SUPPLIED ENTRIES:
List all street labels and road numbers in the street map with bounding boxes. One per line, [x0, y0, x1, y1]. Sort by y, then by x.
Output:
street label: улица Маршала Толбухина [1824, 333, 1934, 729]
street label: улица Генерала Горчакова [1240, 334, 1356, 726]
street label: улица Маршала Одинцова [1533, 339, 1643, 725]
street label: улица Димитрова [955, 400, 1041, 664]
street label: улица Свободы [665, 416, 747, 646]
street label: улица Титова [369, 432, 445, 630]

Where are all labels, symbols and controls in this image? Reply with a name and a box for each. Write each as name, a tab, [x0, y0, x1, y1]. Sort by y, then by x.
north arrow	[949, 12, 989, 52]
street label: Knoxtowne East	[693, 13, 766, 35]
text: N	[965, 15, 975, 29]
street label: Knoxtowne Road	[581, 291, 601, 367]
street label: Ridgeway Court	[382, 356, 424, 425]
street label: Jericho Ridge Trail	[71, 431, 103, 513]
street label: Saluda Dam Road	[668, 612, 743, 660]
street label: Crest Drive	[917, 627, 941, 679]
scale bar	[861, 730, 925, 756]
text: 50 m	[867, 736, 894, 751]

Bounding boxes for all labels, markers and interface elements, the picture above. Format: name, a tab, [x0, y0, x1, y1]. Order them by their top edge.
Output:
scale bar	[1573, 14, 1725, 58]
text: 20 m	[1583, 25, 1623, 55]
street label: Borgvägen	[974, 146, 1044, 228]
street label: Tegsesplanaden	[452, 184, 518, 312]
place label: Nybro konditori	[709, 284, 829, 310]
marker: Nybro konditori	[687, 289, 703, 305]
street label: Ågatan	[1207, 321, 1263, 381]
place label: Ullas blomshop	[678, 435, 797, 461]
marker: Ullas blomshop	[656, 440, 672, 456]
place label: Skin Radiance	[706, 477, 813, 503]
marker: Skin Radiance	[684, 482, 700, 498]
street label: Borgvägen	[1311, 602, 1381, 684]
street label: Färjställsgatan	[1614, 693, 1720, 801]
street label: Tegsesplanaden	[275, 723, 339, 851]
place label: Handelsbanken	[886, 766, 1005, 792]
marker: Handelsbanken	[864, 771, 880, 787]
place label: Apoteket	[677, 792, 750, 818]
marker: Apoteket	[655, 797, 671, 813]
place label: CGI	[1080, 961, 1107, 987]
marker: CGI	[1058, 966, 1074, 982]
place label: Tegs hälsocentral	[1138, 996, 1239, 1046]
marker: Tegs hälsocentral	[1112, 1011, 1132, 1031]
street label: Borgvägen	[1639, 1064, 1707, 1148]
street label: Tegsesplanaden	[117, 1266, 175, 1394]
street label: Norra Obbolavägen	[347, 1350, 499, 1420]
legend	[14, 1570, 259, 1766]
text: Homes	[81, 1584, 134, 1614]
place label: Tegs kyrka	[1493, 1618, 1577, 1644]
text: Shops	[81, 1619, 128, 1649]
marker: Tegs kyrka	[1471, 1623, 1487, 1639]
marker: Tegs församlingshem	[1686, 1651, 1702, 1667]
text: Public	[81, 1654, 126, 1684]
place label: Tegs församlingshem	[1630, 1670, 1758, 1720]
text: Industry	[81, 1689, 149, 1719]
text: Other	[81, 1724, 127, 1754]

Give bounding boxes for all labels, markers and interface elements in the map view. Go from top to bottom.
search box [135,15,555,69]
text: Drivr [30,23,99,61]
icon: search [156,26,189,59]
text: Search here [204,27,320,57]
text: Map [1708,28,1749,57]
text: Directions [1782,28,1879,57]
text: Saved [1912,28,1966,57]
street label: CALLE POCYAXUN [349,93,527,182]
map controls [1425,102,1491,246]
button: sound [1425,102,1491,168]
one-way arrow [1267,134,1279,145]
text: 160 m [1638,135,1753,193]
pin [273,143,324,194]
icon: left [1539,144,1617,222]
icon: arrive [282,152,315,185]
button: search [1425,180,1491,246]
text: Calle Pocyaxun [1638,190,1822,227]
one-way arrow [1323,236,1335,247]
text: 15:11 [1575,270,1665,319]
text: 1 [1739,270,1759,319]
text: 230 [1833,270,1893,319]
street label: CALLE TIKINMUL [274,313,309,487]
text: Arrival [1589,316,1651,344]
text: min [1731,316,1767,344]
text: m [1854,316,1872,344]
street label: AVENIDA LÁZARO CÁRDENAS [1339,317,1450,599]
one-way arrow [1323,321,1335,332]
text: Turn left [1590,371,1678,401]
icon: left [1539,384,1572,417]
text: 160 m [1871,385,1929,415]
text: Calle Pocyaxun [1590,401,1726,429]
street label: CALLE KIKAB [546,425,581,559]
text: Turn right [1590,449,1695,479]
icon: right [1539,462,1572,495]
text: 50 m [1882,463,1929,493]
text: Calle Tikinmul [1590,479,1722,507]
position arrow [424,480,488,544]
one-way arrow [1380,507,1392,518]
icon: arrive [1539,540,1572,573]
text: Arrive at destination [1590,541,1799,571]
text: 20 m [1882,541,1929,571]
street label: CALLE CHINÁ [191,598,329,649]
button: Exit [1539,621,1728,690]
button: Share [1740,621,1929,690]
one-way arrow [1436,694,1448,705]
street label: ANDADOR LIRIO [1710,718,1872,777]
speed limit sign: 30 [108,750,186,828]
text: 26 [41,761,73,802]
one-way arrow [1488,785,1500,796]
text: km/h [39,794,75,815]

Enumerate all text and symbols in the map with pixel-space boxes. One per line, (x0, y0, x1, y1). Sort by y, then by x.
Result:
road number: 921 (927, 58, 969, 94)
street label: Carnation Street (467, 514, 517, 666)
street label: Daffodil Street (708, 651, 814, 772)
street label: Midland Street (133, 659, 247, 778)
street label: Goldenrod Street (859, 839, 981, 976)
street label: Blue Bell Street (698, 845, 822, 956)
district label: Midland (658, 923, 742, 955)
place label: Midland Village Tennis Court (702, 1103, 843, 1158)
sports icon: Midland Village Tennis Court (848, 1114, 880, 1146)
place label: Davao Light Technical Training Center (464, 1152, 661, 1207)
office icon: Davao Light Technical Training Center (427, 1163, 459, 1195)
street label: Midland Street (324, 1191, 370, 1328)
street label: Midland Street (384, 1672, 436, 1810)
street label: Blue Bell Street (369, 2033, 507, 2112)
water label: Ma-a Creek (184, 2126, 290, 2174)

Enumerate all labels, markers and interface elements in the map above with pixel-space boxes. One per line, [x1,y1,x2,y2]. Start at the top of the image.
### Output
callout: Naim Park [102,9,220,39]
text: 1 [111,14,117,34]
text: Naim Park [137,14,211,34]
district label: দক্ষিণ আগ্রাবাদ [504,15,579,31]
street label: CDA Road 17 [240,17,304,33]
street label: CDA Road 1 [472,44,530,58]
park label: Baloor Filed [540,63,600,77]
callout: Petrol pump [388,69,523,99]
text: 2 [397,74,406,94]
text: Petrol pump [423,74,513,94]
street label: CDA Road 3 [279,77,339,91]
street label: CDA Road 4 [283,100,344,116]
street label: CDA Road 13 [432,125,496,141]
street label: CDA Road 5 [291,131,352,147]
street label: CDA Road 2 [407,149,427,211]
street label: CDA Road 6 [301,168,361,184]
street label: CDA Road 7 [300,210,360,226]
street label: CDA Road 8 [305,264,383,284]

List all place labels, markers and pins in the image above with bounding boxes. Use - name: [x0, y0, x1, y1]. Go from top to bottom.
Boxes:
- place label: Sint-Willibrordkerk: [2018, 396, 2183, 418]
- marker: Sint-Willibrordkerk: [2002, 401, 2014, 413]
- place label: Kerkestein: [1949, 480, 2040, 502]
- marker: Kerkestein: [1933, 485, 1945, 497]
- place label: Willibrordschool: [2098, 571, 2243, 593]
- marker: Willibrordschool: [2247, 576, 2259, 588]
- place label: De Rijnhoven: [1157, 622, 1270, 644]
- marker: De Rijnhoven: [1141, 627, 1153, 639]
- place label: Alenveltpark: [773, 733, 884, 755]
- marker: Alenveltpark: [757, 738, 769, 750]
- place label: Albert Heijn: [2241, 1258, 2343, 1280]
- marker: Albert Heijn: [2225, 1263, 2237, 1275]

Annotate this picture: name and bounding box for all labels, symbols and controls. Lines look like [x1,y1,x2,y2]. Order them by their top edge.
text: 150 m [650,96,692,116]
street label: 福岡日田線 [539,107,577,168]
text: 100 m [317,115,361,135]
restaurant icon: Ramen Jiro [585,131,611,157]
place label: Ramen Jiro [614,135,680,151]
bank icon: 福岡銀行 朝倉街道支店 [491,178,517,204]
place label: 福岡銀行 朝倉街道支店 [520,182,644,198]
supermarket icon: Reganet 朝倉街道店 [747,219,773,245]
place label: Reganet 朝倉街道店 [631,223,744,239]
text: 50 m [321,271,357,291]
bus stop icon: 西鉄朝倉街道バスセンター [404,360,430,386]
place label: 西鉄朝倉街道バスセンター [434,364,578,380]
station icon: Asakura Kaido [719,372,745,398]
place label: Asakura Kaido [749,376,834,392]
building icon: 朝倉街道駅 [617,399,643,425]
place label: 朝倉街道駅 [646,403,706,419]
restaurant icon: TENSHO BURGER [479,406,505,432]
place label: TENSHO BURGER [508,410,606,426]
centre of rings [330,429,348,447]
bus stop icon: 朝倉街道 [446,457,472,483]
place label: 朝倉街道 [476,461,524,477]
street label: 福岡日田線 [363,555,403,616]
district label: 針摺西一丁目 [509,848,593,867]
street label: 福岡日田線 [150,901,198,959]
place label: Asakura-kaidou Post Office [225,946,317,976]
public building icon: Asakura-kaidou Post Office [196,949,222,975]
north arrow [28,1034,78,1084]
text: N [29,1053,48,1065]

EXERCISE DIRECTIONS: Where does the string "above" appear in the records? Copy every line that holds it.

WRITTEN ANSWER:
Bounding boxes for all labels, markers and interface elements, the picture above. Format: name, a tab, [x0, y0, x1, y1]. Order them by their top edge.
Enumerate all labels, markers and interface elements in the map above with pixel-space boxes. One per line, [x1,y1,x2,y2]. Start at the top of the image.
List all place labels, markers and pins in the image above with bounding boxes. Use - name: [x0, y0, x1, y1]. Go from top to bottom.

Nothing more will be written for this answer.